An Open-Source, Cloud-Native, Unified Time Series Database for Metrics, Logs and Events with SQL/PromQL supported. Available on GreptimeCloud.
http://greptimedb.rs/
Apache License 2.0
4.02k stars 290 forks source link

Checksum for manifests #3004

Open killme2008 opened 6 months ago

killme2008 commented 6 months ago

What type of enhancement is this?

Tech debt reduction, Other

What does the enhancement do?

The manifest doesn't have any checksum for data validation. We need a way to do the checksum validation for region manifests. A possible way is saving the checksum as the part of manifest file name, for example, 000000000001-{checksum}.json.

After reading the file content, we can calculate the content checksum by CRC32 or other algorithms and ensure the value is equals to the checksum in the file name.

Implementation challenges

No response

evenyag commented 6 months ago

Another way is saving a checksum JSON object for the metadata in the next line of the file content, like a footer.

{"manifest": "manifest_data"}
{"footer": { "checksum": 235423 }}
CrystalAnalyst commented 6 months ago

Hi, I'd like to have a try.

CrystalAnalyst commented 6 months ago

Need help: How can I design the return Value for fn verify_checksum(&self, content: &[u8]) ? since there's a alias pub type Result<T> = std::result::Result<T, Error> I've tried to return an error like VerifyChecksum but failed. any suggetions ? image

CrystalAnalyst commented 6 months ago

@killme2008 @evenyag gimme some help or advice, I'd appreciate it, thanks.

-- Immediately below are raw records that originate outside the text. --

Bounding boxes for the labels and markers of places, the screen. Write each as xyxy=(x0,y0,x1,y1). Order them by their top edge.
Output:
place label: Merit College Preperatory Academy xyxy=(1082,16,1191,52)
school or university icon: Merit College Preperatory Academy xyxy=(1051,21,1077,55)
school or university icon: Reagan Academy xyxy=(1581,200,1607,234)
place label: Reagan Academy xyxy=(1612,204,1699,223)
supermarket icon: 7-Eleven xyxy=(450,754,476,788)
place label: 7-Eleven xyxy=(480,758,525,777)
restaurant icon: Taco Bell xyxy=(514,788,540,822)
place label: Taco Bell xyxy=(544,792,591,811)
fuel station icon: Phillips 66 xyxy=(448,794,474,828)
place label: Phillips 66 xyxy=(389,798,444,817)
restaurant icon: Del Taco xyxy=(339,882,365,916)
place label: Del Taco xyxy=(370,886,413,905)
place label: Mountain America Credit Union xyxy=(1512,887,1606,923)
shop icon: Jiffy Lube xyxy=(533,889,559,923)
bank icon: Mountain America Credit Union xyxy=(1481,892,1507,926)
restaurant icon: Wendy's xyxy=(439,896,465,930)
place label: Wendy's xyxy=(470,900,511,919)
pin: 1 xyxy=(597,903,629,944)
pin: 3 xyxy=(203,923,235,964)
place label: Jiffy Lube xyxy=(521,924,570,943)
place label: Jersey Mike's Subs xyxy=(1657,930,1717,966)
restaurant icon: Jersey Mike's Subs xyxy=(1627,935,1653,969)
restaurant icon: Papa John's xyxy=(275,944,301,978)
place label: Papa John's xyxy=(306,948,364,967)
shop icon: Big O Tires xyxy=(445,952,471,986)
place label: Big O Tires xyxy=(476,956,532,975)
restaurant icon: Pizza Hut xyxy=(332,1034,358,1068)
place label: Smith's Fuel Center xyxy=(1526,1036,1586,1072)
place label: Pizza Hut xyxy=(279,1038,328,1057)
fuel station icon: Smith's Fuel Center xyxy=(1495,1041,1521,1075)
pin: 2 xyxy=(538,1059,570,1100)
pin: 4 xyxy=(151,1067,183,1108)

evenyag commented 6 months ago

We use snafu to generate errors. I guess that you want to return a leaf error.

https://docs.rs/snafu/0.8.0/snafu/guide/examples/basic/enum.Error.html#leaf-errors

You can add a variant to the Error type in the relevant crate. https://github.com/GreptimeTeam/greptimedb/blob/f735f739e5de7a028a7b860b4e507eb774c9523a/src/mito2/src/error.rs#L37

CrystalAnalyst commented 6 months ago

We use snafu to generate errors. I guess that you want to return a leaf error.

https://docs.rs/snafu/0.8.0/snafu/guide/examples/basic/enum.Error.html#leaf-errors

You can add a variant to the Error type in the relevant crate.

https://github.com/GreptimeTeam/greptimedb/blob/f735f739e5de7a028a7b860b4e507eb774c9523a/src/mito2/src/error.rs#L37

ok, I'll try.

tisonkun commented 3 months ago

@killme2008 @evenyag May you provide some of the related source code?

We have a few of Manifest, said FileRegionManifest/RegionManifest. It's not quite clear what's proposed in this issue.

evenyag commented 3 months ago

We store several manifest files. https://github.com/GreptimeTeam/greptimedb/blob/20e8c3d864bd1fc4baf26ee273a03d46c8c7d399/src/mito2/src/manifest/storage.rs#L351-L370

https://github.com/GreptimeTeam/greptimedb/blob/20e8c3d864bd1fc4baf26ee273a03d46c8c7d399/src/file-engine/src/manifest.rs#L46-L63

Both of them are plain JSON files. We might store a checksum in each file to help validate whether the file is not corrupted.